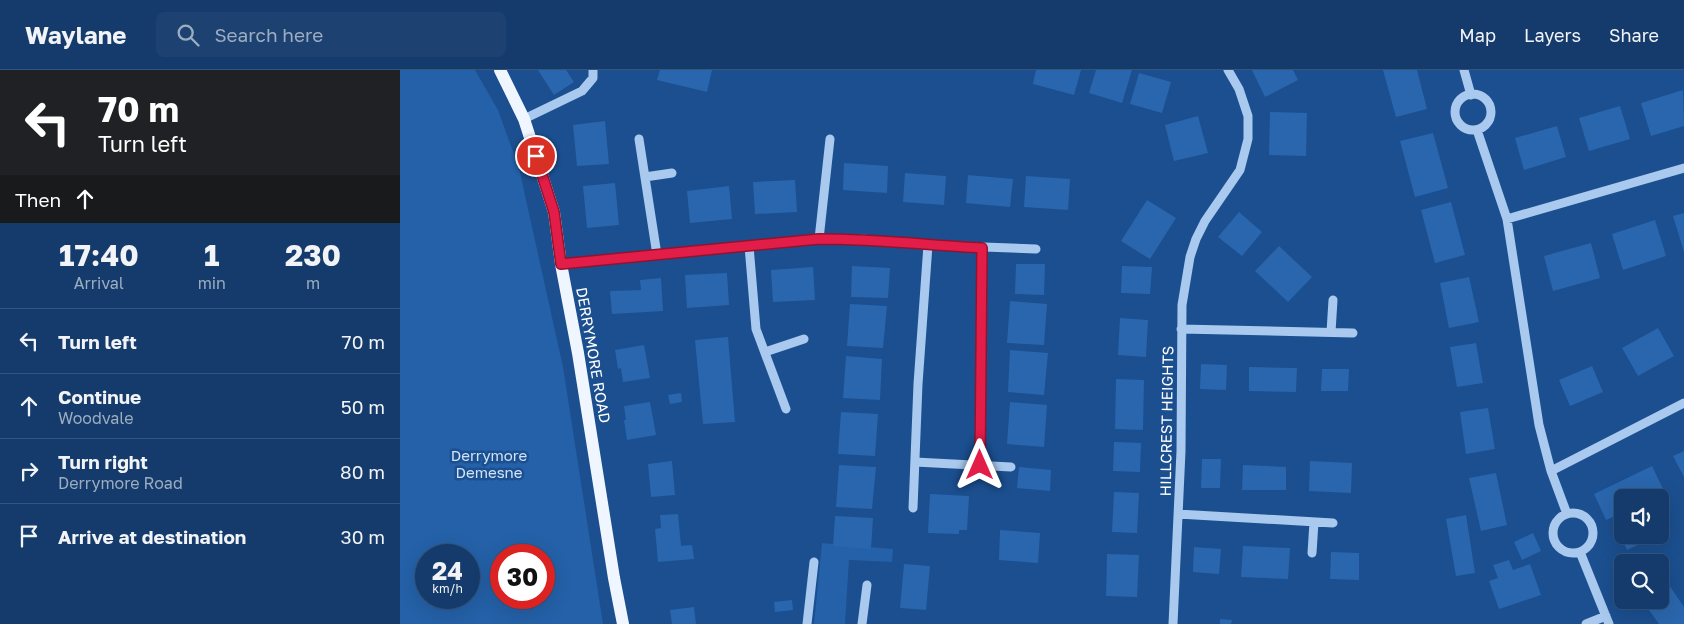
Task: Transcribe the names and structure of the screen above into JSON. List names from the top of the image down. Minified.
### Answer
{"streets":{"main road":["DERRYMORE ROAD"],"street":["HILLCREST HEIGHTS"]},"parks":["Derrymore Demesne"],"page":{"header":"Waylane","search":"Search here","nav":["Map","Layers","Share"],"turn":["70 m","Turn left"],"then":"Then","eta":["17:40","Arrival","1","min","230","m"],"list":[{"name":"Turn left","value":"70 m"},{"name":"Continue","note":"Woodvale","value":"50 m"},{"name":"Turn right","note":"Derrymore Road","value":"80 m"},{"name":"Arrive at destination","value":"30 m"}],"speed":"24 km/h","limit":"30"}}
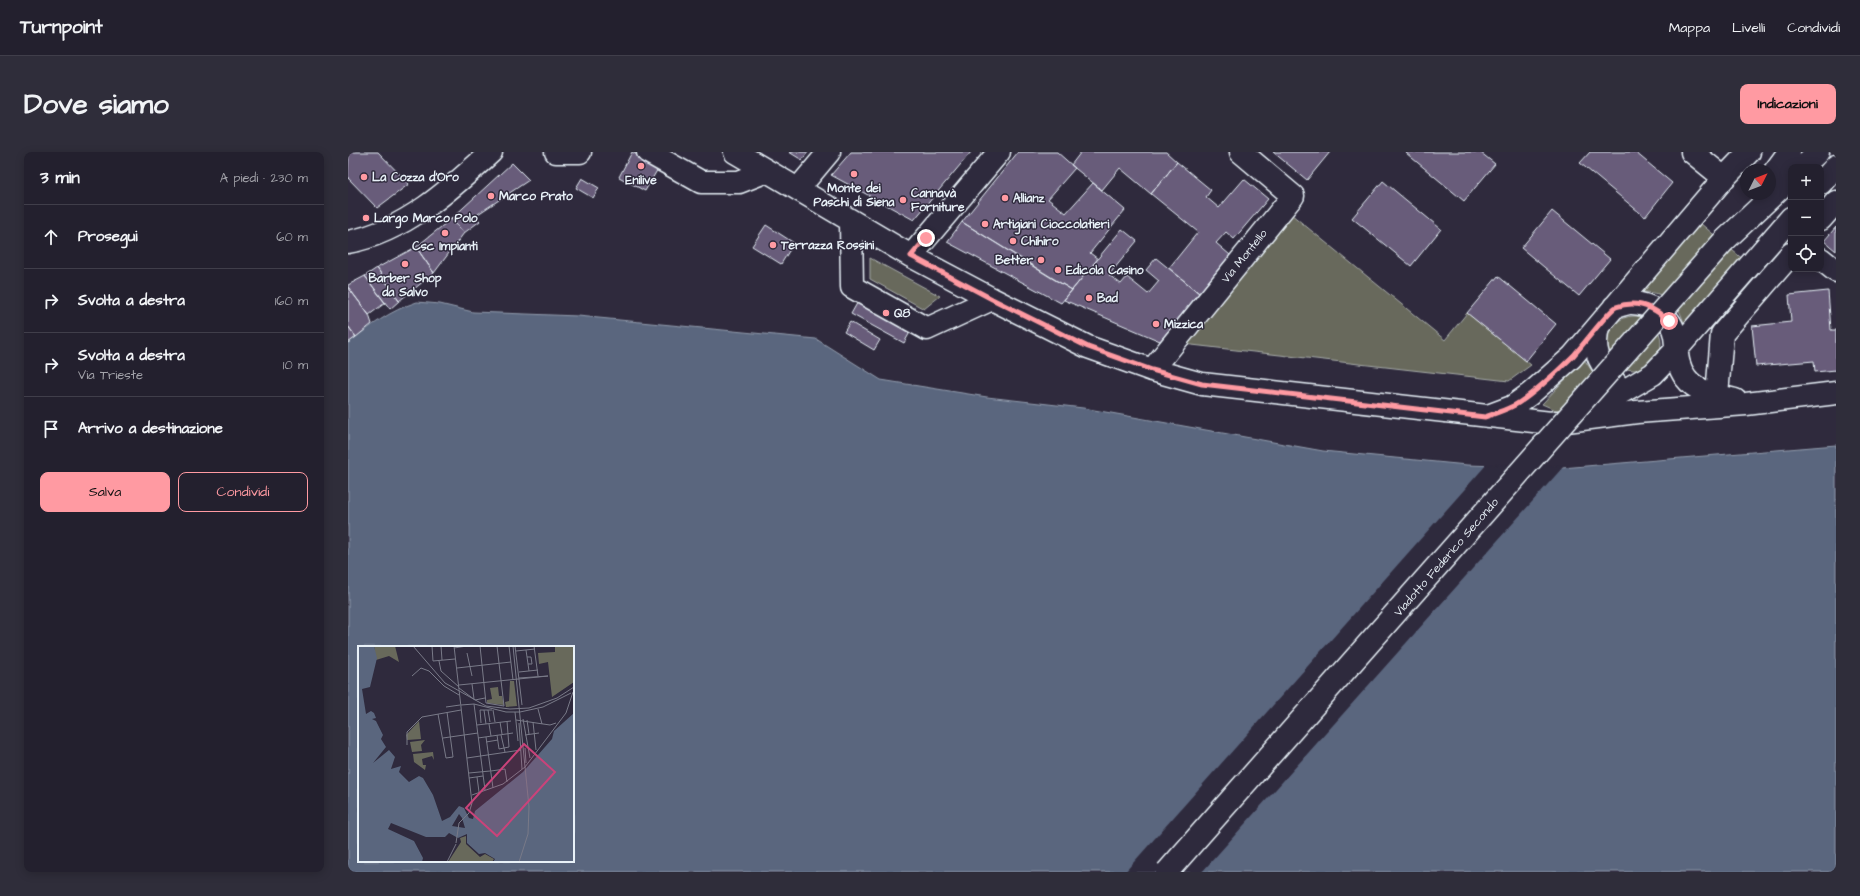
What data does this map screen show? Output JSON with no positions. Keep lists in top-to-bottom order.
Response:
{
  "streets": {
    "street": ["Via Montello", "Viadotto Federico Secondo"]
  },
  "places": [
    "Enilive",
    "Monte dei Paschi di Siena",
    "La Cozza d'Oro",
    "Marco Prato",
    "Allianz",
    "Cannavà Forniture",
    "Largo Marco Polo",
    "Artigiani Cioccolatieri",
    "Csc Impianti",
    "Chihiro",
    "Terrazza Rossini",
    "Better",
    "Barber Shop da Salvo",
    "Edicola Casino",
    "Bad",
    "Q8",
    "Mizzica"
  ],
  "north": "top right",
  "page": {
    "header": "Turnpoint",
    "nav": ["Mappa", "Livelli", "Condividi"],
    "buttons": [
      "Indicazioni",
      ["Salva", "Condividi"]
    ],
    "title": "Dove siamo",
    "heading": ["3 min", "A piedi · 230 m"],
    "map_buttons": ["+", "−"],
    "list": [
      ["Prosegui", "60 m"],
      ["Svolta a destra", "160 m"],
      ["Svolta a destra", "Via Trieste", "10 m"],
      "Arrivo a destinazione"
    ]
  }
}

══════

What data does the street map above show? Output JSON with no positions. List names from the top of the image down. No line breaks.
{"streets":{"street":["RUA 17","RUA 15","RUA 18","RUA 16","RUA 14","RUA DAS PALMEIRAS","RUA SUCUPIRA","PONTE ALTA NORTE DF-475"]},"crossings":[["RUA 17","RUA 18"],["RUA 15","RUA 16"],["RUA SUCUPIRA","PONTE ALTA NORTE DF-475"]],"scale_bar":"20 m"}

══════

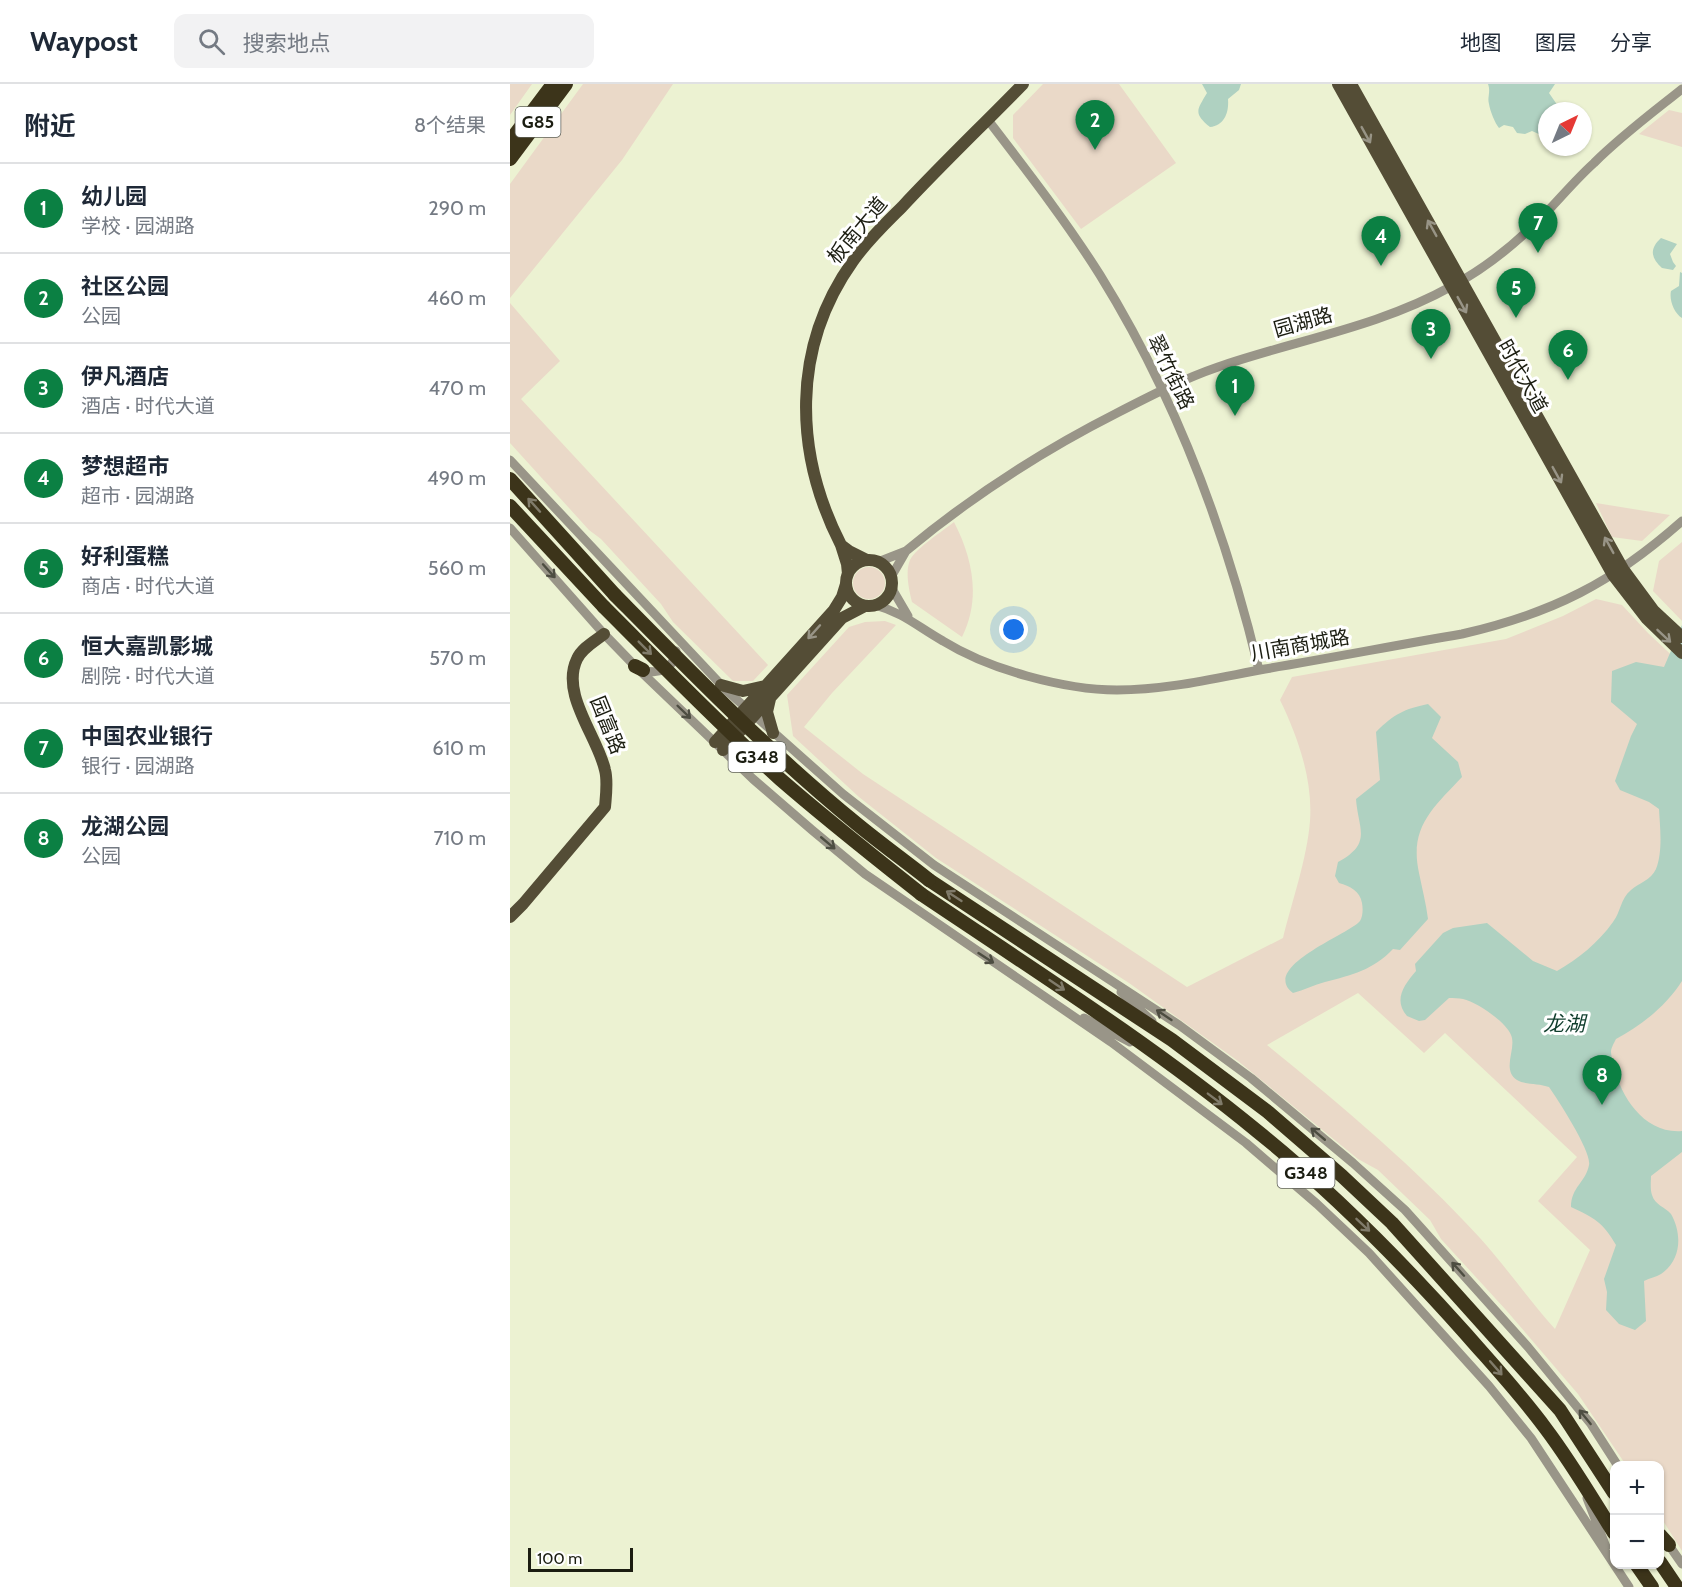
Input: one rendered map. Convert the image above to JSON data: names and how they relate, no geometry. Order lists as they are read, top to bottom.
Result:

══════

→ YOUR ASSIGNMENT
Across the listing above, how many lines carry "lists"? Give only the number.

→ FINISHED EXERCISE
2